▸ Exercise objective: Scan the entries below for lines holding "Bangkok". Give the number of such lines alone.

(Dataset items)
=== Begin Enclosure ===

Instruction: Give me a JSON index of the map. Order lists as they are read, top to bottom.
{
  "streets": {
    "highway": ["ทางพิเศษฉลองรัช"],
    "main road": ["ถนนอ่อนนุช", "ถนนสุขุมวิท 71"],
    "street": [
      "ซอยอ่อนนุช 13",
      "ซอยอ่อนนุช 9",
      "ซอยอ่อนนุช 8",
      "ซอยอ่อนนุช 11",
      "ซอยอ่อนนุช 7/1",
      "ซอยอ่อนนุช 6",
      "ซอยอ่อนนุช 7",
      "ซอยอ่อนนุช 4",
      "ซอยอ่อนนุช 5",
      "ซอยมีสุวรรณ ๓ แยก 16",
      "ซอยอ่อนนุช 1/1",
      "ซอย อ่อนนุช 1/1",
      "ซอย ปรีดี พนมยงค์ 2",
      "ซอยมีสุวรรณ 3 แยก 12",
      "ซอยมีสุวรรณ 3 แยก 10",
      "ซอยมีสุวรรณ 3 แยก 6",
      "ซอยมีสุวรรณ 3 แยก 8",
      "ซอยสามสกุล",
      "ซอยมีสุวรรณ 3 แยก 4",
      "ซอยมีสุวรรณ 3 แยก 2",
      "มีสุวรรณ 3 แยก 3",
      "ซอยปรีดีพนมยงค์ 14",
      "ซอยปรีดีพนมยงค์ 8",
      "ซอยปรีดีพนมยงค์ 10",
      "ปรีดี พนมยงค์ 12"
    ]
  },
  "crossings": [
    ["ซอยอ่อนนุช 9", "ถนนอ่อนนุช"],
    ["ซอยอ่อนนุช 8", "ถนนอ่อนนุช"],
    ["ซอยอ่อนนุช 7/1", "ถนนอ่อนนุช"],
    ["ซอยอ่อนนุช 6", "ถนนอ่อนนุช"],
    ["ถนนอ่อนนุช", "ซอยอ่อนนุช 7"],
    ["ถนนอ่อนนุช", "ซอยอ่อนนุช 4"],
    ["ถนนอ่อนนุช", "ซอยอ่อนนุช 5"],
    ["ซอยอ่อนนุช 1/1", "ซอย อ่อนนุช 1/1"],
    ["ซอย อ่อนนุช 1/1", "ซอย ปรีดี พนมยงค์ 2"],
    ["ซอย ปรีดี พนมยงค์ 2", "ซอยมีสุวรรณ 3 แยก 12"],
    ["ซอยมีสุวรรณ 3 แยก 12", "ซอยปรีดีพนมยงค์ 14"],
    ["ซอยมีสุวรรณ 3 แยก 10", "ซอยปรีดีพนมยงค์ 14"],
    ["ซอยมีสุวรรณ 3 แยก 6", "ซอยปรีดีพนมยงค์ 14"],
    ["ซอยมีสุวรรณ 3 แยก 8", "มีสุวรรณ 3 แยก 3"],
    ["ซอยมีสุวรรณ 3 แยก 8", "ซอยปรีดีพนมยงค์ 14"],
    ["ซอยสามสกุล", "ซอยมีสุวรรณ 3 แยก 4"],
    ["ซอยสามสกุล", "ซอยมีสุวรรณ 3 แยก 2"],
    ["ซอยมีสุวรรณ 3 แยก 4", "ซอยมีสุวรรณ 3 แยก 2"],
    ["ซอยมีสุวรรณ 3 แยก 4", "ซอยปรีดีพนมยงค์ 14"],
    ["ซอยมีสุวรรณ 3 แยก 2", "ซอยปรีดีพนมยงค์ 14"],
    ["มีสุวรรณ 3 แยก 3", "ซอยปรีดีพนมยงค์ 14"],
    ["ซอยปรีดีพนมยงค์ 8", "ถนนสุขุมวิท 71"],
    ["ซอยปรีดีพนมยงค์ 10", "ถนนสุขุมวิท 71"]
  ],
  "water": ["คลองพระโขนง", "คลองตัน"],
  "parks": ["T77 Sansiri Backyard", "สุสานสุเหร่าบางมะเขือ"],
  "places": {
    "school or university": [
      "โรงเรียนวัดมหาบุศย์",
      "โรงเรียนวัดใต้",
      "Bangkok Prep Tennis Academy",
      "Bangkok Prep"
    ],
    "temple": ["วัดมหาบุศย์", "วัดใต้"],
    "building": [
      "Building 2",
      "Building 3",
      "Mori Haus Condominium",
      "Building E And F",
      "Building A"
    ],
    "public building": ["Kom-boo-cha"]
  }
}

=== End Enclosure ===

▸ Response to the exercise: 2